• What you will do:
Restate all of the data exactly.
=====
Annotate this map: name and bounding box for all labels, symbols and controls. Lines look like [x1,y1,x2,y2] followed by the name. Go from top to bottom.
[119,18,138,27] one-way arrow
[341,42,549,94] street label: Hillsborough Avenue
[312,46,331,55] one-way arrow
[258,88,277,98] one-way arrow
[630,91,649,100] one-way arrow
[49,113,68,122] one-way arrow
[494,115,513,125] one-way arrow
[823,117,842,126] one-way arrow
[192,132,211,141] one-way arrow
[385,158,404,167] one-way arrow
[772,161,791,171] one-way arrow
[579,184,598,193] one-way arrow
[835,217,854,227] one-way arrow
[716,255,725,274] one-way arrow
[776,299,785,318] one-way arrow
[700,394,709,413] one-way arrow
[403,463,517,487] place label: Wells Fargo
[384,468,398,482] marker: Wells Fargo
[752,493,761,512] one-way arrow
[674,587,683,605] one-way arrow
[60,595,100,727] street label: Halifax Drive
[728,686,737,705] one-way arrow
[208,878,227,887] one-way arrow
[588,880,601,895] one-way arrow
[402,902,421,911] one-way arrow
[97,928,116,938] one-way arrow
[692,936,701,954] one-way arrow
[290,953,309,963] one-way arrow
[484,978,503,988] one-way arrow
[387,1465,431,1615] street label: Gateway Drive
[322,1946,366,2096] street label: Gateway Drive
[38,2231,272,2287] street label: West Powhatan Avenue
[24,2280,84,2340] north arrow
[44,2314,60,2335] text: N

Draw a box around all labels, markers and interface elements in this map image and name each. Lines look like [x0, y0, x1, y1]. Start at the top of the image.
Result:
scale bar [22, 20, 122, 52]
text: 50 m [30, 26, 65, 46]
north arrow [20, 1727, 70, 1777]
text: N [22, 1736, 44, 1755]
=====
• Output for this task:
Annotate this map: name and bounding box for all labels, symbols and controls. Lines look like [x1,y1,x2,y2] followed by the name. Go from top to bottom.
[119,18,138,27] one-way arrow
[341,42,549,94] street label: Hillsborough Avenue
[312,46,331,55] one-way arrow
[258,88,277,98] one-way arrow
[630,91,649,100] one-way arrow
[49,113,68,122] one-way arrow
[494,115,513,125] one-way arrow
[823,117,842,126] one-way arrow
[192,132,211,141] one-way arrow
[385,158,404,167] one-way arrow
[772,161,791,171] one-way arrow
[579,184,598,193] one-way arrow
[835,217,854,227] one-way arrow
[716,255,725,274] one-way arrow
[776,299,785,318] one-way arrow
[700,394,709,413] one-way arrow
[403,463,517,487] place label: Wells Fargo
[384,468,398,482] marker: Wells Fargo
[752,493,761,512] one-way arrow
[674,587,683,605] one-way arrow
[60,595,100,727] street label: Halifax Drive
[728,686,737,705] one-way arrow
[208,878,227,887] one-way arrow
[588,880,601,895] one-way arrow
[402,902,421,911] one-way arrow
[97,928,116,938] one-way arrow
[692,936,701,954] one-way arrow
[290,953,309,963] one-way arrow
[484,978,503,988] one-way arrow
[387,1465,431,1615] street label: Gateway Drive
[322,1946,366,2096] street label: Gateway Drive
[38,2231,272,2287] street label: West Powhatan Avenue
[24,2280,84,2340] north arrow
[44,2314,60,2335] text: N

Draw a box around all labels, markers and interface elements in this map image and name each. Lines look like [x0, y0, x1, y1]. Start at the top of the image.
Result:
scale bar [22, 20, 122, 52]
text: 50 m [30, 26, 65, 46]
north arrow [20, 1727, 70, 1777]
text: N [22, 1736, 44, 1755]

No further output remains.